Jesus calls us as His disciples to pray. And as church leaders, we definitely want our church members to be people of prayer. However, there are five misconceptions that our folks just may believe, and we actually may believe some of these ourselves. Read on to discover what we can do to address these 5 misconceptions for ourselves and our congregation.
Misconception 1: Prayer is too passive. I need to actually do something to change my situation.
Many of us are by nature, doers. Therefore, when we want our situation to change or we want God to intervene in our lives, we determine that prayer is too passive.
This can’t be further from the truth. In reality, prayer is incredibly active. It’s about connecting with God in a personal and deep way through an active waiting upon Him. We abide in His presence and wait for Him to work in our situation in His timing for His (and our) best possible outcome.
Misconception 2: Prayer is transactional (If I use the right words when I pray, God will give me what I want).
This attitude about prayer follows a sort of “if/then” methodology, and it’s where many believers find themselves today.

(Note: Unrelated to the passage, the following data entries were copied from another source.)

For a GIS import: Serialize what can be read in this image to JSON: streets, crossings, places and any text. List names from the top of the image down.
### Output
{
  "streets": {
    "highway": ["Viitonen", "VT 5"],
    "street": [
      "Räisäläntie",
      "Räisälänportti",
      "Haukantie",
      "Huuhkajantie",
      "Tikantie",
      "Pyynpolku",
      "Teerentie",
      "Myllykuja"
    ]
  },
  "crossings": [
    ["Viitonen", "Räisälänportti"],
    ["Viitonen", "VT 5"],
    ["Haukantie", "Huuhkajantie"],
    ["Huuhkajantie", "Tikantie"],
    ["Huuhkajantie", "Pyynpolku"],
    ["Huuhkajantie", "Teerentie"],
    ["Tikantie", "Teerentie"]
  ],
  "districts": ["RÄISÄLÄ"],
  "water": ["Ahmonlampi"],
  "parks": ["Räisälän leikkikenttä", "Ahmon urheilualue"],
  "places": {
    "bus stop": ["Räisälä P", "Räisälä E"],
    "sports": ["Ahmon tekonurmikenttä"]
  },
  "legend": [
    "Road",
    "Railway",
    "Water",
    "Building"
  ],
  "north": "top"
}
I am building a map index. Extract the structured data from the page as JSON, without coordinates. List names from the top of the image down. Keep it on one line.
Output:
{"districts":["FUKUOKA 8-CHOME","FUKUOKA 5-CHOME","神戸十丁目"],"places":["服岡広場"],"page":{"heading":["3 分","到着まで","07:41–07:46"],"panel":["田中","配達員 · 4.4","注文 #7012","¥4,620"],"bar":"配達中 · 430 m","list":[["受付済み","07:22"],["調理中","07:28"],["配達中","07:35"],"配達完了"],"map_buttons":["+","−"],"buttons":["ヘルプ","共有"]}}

It holds to a view that if we do the right things, use the right words, and perform well as a Christian, then God will give us what we want and will answer our prayers.
This attitude toward prayer sets up God as a sort of genie in a bottle or a great cosmic Santa Claus. But in both the Old and New Testaments, prayer isn’t transactional. It is always an invitation by God into a relationship.
What God wants and what you and I need is to actually meet with Him. He wants us to come with our fears, our hopes, and our anxieties; and they don’t need to be solved ahead of time. God just wants us to bask in His presence.
Misconception 3: I don’t pray because God doesn’t actually want to hear from me.
Sadly, many of us have a view of God in which He’s sitting in heaven with His arms crossed and is waiting for us to clean up our acts before He’ll answer. Unresolved sin in our hearts does create a roadblock to God answering our prayers, but God is faithful to forgive us when we confess our sins (1 John 1:9) and is ready and eager to meet with us.
We have to remember that prayer is promise-centered, not performance-centered.
“Therefore, confess your sins to one another and pray for one another, that you may be healed. The prayer of a righteous person has great power as it is working.” (James 5:16)
Misconception 4: Life is good right now, so I don’t really see a need to pray (I don’t need God at the moment).
Have you ever really had a moment when you’ve discovered just how much God loves you? Perhaps there was a time in your life when you did something so dumb, stupid and sinful that you realized there was no point pretending like you had it all together. You were spiritually and emotionally bankrupt, and there was no performance to bring. All you could do was simply cry out for mercy.
If you’ve experienced that, or if that’s you right now, you know that it’s when life is messy that we truly encounter God’s heart.
On the other hand, if you don’t think you need God right now because life is good, you’re missing out on the relationship God wants to have with you. Again, you might not say any of this aloud, but pause for a moment and ask yourself if your lack of prayer is rooted in a belief that you don’t need God. It’s in our brokenness that we begin to champion God’s agenda over our own.
Misconception 5: I pray through my prayer list; therefore, I’ve prayed.
Lists without heart are useless.
Let me say that one more time.
Lists without heart are useless.
If we’re not careful, our entire relationship with Christ can become just another “to-do” list item. Again, what God wants is to meet with us. He wants us to “cast our cares upon Him because He cares for us.” (1 Peter 5:7)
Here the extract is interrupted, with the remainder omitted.